[Exercise brief] The goal is an unaltered copy of the records below, minus any images.

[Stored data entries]

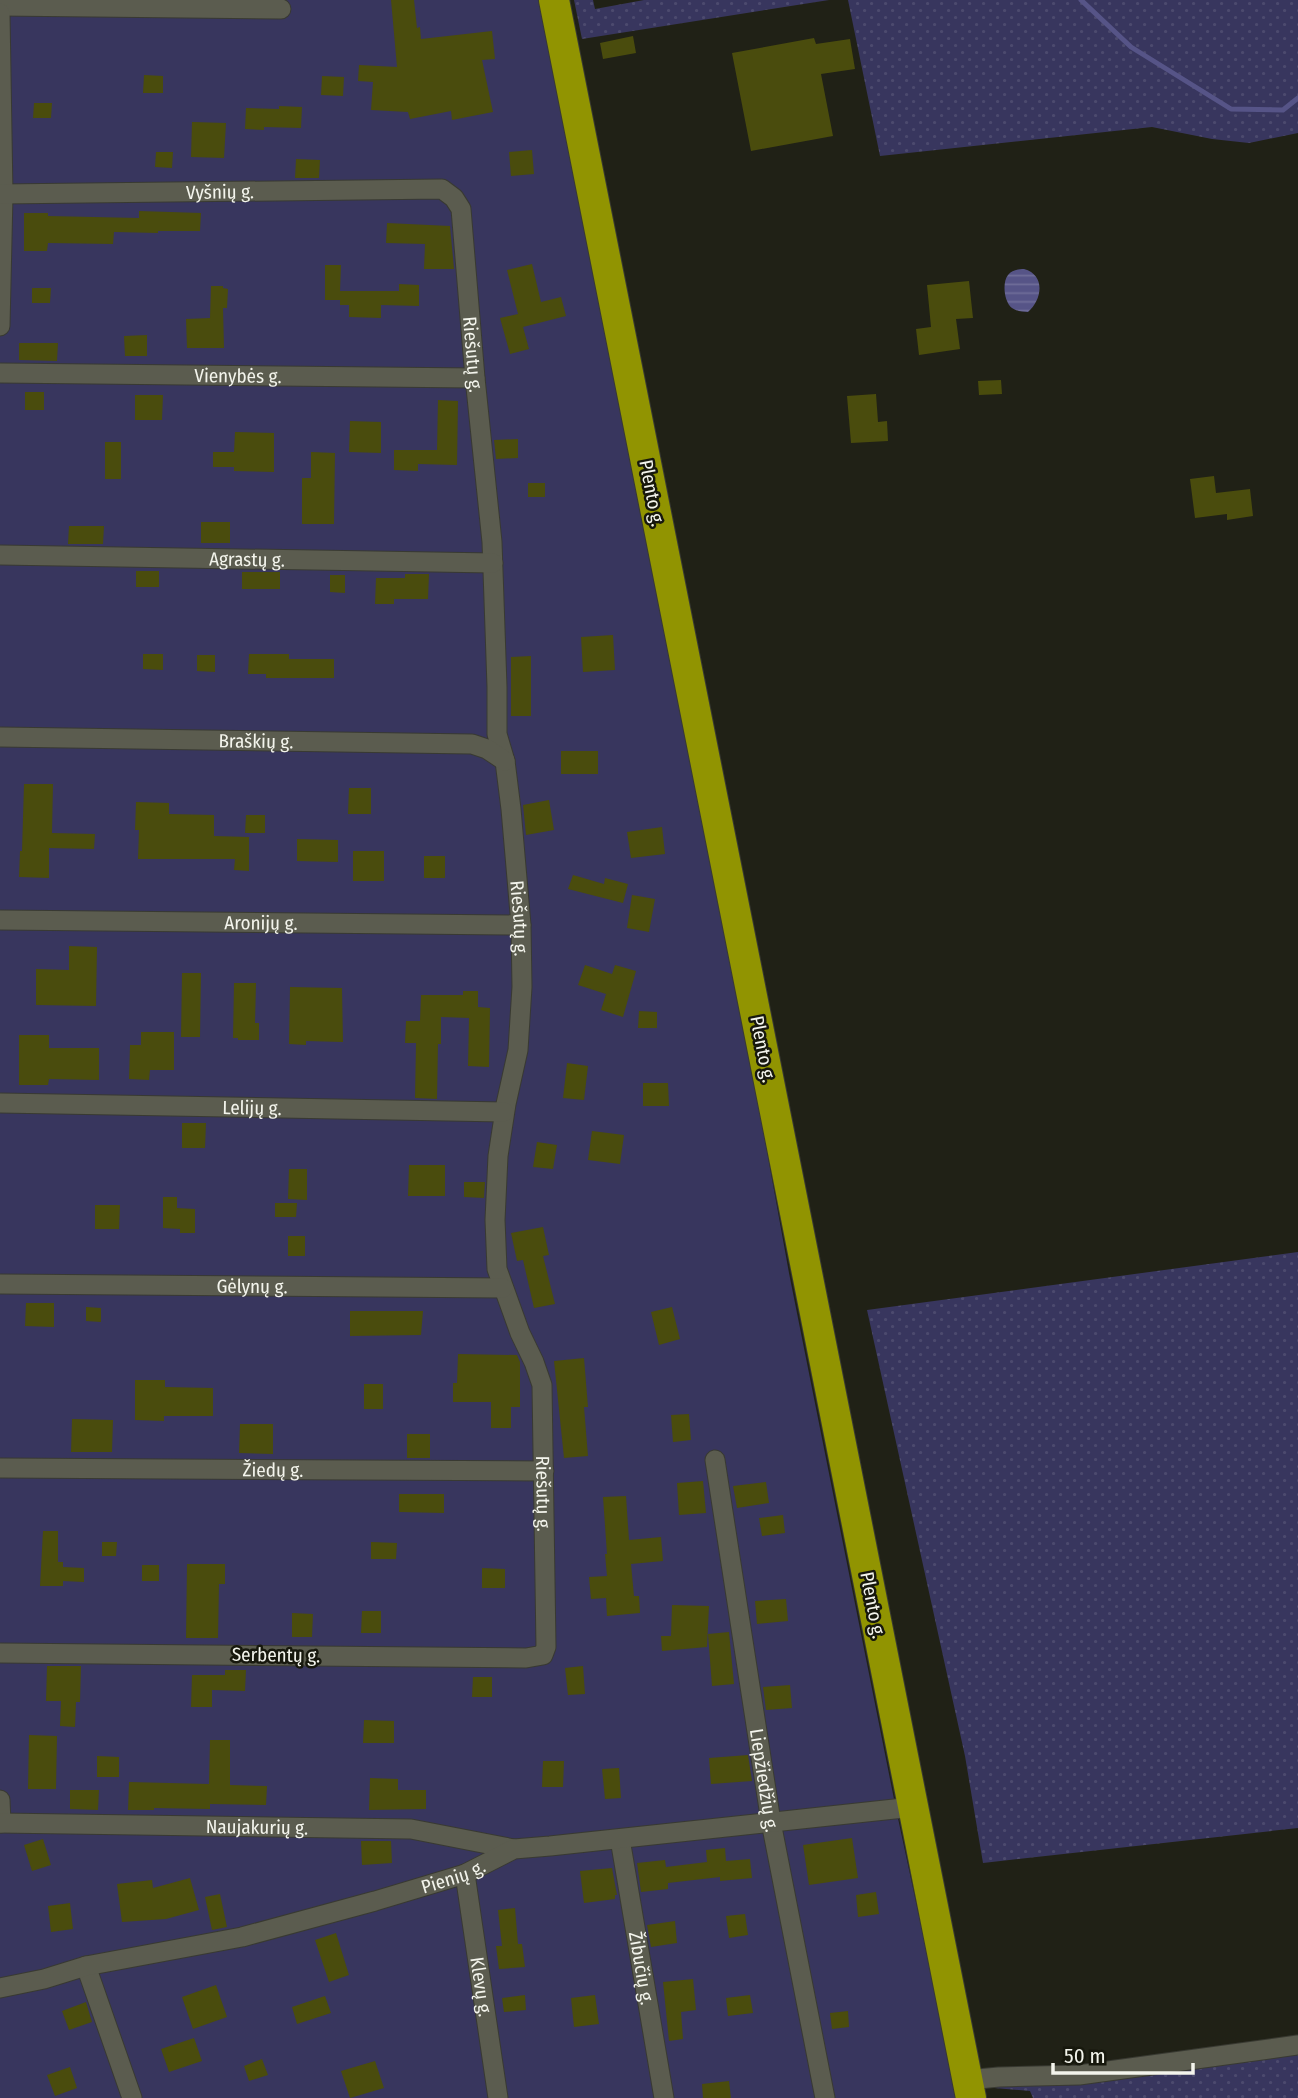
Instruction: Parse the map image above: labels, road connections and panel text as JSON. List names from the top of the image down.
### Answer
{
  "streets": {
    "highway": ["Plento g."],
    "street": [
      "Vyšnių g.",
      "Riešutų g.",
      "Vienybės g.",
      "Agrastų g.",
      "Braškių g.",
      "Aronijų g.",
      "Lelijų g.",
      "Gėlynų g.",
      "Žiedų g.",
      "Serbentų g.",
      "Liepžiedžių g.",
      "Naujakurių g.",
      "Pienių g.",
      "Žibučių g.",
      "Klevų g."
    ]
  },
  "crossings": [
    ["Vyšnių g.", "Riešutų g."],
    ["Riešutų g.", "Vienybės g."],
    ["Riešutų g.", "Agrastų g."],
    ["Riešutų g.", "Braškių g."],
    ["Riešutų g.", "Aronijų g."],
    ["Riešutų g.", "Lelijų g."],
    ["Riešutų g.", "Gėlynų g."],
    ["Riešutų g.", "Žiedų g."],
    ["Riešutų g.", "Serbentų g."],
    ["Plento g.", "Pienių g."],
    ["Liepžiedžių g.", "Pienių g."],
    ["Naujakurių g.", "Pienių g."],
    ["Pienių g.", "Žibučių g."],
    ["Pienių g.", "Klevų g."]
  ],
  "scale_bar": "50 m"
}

[Exercise output]
Instruction: Parse the map image above: labels, road connections and panel text as JSON. List names from the top of the image down.
### Answer
{
  "streets": {
    "highway": ["Plento g."],
    "street": [
      "Vyšnių g.",
      "Riešutų g.",
      "Vienybės g.",
      "Agrastų g.",
      "Braškių g.",
      "Aronijų g.",
      "Lelijų g.",
      "Gėlynų g.",
      "Žiedų g.",
      "Serbentų g.",
      "Liepžiedžių g.",
      "Naujakurių g.",
      "Pienių g.",
      "Žibučių g.",
      "Klevų g."
    ]
  },
  "crossings": [
    ["Vyšnių g.", "Riešutų g."],
    ["Riešutų g.", "Vienybės g."],
    ["Riešutų g.", "Agrastų g."],
    ["Riešutų g.", "Braškių g."],
    ["Riešutų g.", "Aronijų g."],
    ["Riešutų g.", "Lelijų g."],
    ["Riešutų g.", "Gėlynų g."],
    ["Riešutų g.", "Žiedų g."],
    ["Riešutų g.", "Serbentų g."],
    ["Plento g.", "Pienių g."],
    ["Liepžiedžių g.", "Pienių g."],
    ["Naujakurių g.", "Pienių g."],
    ["Pienių g.", "Žibučių g."],
    ["Pienių g.", "Klevų g."]
  ],
  "scale_bar": "50 m"
}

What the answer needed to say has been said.